Raw data —

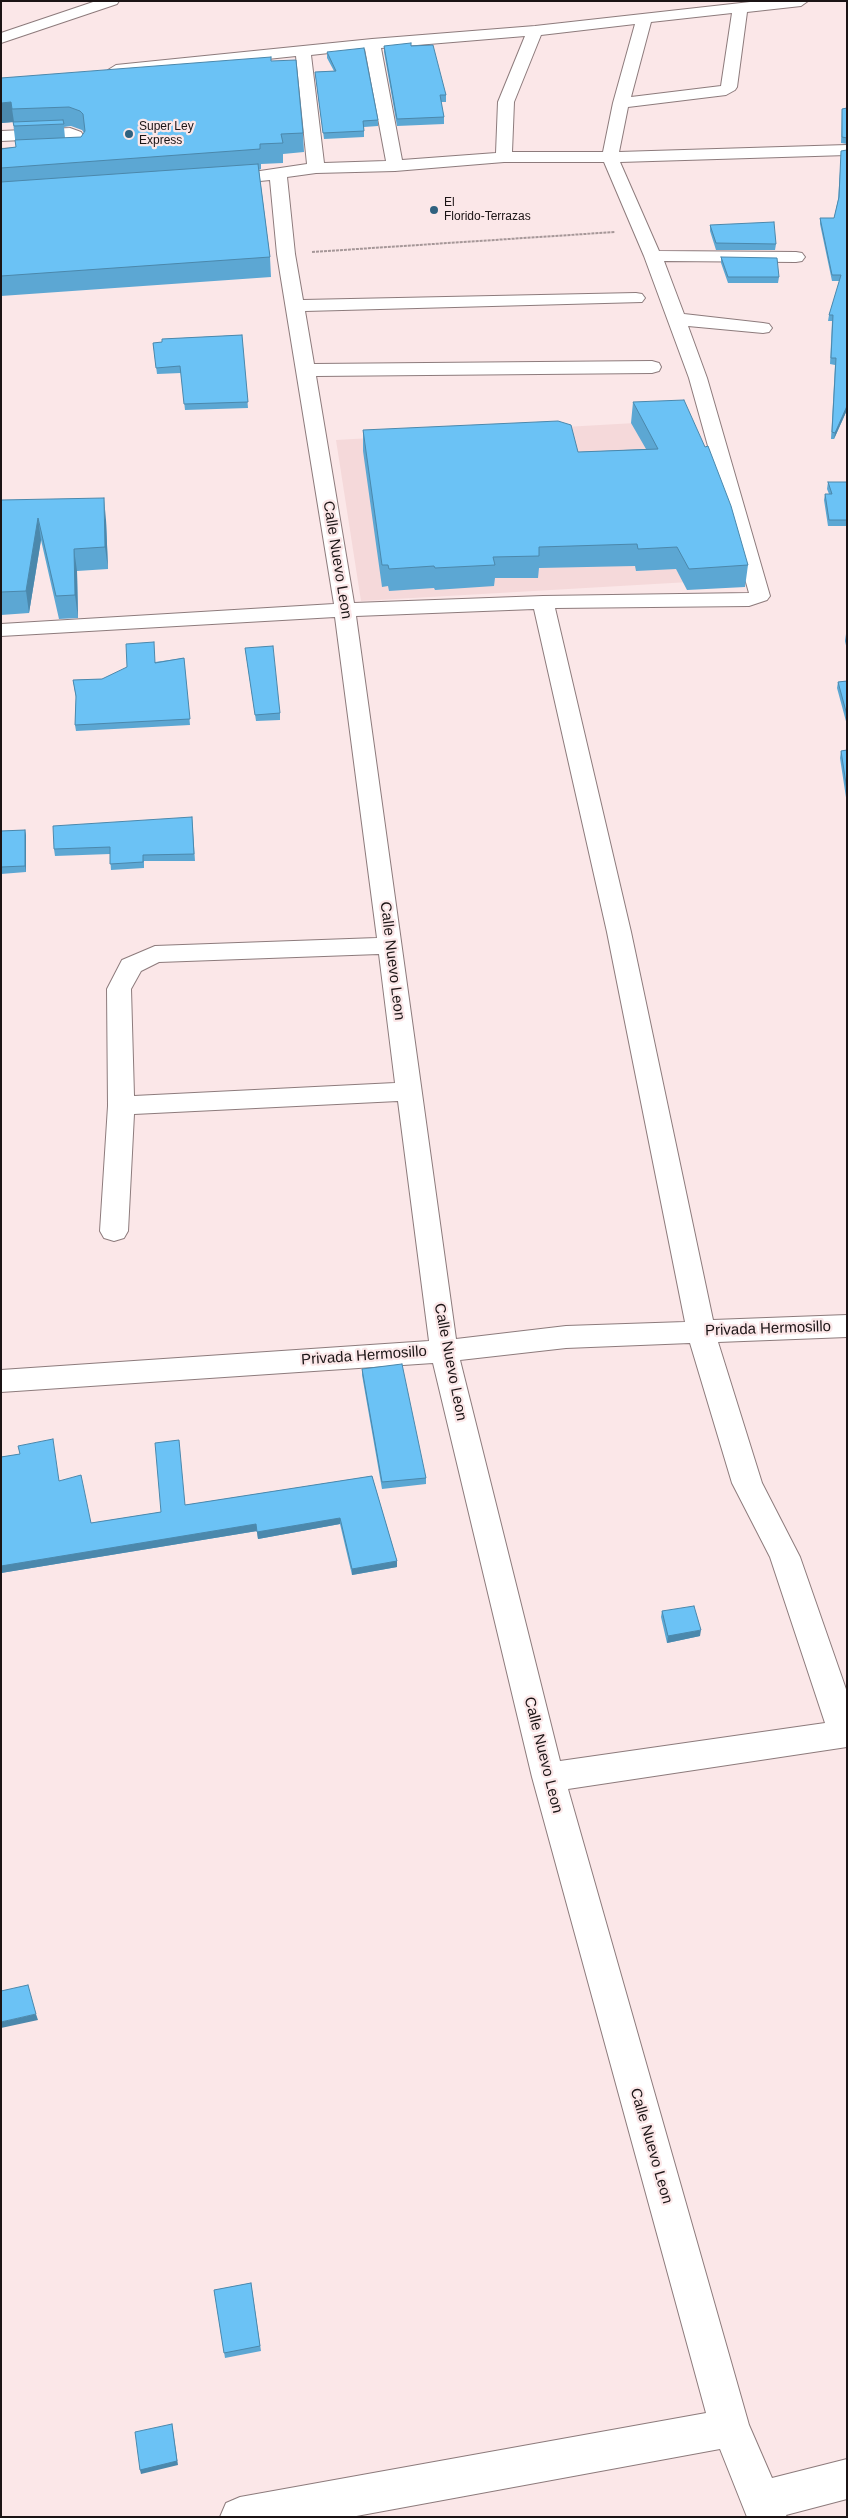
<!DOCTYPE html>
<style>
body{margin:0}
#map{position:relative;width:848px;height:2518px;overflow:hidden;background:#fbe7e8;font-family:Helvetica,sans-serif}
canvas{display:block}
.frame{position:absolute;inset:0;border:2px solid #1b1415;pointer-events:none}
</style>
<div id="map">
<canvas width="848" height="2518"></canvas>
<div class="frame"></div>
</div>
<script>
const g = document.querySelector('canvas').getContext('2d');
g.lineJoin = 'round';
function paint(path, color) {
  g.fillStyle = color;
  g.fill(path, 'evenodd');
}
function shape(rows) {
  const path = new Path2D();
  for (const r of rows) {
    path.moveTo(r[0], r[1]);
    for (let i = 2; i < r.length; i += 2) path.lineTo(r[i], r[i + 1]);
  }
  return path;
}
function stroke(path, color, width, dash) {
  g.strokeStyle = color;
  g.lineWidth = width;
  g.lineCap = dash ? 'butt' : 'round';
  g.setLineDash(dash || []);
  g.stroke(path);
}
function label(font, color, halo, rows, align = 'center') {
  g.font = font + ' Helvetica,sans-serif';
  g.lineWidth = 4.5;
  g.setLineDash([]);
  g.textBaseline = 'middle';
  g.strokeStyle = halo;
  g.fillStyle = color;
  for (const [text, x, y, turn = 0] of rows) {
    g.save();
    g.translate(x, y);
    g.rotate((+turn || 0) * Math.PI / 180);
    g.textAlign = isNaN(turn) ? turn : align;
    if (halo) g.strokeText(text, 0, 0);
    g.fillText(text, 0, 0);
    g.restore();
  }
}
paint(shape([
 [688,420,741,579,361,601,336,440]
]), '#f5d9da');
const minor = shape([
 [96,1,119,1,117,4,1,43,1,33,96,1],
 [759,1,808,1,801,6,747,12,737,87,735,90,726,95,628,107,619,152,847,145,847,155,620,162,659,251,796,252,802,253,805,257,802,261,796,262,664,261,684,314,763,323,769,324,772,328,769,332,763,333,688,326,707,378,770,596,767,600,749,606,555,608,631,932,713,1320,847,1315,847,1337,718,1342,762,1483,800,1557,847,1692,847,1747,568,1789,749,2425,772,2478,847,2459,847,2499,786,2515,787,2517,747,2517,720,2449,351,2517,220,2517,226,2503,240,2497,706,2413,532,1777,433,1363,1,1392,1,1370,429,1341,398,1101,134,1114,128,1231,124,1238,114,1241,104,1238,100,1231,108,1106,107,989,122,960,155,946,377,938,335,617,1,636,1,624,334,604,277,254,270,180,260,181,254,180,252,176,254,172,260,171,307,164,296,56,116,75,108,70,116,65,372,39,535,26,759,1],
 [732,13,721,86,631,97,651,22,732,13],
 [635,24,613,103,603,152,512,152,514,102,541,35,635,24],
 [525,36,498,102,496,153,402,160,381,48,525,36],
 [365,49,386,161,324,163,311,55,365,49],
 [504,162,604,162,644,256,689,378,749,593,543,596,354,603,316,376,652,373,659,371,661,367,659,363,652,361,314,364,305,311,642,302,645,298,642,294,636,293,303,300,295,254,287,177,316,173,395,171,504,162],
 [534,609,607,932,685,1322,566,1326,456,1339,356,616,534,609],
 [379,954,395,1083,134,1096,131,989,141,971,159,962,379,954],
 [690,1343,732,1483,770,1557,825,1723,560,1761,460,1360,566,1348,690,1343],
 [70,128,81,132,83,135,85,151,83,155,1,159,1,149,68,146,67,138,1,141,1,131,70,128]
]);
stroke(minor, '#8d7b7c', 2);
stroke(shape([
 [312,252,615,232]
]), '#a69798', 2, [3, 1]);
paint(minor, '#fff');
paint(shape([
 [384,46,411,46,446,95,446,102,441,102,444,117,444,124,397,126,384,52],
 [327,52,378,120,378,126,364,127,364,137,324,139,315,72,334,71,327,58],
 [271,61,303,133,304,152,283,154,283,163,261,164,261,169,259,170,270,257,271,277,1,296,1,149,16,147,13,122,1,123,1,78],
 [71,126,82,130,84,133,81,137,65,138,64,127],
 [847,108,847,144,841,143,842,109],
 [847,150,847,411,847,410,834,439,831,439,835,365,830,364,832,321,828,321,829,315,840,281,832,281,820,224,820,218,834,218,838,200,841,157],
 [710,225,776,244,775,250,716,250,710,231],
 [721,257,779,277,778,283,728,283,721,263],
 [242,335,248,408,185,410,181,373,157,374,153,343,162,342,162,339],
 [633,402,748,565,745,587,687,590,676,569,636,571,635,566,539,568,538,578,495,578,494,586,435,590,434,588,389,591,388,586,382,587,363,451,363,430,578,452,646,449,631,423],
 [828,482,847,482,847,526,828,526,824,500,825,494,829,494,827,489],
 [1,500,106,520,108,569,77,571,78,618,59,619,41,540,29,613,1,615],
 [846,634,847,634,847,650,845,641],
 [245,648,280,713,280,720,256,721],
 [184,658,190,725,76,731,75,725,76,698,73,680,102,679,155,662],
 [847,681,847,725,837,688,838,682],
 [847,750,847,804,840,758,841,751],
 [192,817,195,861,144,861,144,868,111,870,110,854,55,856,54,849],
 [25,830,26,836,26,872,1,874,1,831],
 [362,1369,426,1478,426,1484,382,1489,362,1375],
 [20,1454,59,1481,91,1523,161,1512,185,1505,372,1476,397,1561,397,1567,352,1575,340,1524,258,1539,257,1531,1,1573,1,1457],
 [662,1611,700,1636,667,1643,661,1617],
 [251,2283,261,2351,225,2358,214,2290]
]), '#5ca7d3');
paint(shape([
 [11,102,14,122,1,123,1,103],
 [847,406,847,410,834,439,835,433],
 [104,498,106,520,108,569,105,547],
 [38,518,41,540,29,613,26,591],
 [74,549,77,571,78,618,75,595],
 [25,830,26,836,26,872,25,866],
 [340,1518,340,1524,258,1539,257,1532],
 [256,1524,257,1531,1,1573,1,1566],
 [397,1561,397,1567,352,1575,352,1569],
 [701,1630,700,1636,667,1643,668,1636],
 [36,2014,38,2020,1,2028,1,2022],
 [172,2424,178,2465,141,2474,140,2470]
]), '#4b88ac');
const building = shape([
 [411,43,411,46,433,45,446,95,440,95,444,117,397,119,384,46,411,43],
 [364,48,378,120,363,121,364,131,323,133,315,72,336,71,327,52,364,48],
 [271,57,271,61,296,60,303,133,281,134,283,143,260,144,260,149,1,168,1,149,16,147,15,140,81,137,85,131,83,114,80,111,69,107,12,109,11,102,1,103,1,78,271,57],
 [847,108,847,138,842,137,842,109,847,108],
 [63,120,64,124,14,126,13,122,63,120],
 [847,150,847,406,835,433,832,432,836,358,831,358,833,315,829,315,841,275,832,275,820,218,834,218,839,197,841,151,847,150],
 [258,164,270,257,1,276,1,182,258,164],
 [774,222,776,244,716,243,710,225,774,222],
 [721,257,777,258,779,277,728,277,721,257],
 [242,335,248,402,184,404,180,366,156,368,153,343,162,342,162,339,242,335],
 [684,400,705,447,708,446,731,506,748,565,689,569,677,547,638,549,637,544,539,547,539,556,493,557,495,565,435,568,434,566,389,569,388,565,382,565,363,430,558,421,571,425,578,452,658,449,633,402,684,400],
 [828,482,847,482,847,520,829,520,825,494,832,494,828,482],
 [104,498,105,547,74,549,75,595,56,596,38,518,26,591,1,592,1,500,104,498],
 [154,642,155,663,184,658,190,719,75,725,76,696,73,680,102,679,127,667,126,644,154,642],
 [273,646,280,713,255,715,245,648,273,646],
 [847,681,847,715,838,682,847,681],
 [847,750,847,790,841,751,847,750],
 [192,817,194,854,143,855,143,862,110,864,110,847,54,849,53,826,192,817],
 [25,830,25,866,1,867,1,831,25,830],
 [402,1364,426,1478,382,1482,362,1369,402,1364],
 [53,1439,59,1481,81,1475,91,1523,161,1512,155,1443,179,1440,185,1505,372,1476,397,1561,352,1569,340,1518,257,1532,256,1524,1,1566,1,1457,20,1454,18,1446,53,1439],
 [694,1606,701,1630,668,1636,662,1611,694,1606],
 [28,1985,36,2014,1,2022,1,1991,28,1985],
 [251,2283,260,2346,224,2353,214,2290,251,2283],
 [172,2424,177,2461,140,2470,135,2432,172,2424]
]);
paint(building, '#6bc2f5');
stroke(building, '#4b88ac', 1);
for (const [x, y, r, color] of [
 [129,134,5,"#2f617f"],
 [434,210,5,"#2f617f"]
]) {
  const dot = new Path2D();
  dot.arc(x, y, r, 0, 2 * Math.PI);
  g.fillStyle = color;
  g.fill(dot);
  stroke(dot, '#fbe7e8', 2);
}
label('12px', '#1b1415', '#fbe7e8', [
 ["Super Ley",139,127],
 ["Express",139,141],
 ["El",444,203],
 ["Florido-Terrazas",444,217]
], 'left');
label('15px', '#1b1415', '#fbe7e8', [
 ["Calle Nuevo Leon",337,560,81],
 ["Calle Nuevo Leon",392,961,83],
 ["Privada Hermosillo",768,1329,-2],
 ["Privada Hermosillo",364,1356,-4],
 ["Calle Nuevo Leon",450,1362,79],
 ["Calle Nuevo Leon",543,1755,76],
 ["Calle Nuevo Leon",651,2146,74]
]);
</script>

Work instruction —
Scan the data above for the word "function". Copy every line in which it is found.

Reply to the exercise —
function paint(path, color) {
function shape(rows) {
function stroke(path, color, width, dash) {
function label(font, color, halo, rows, align = 'center') {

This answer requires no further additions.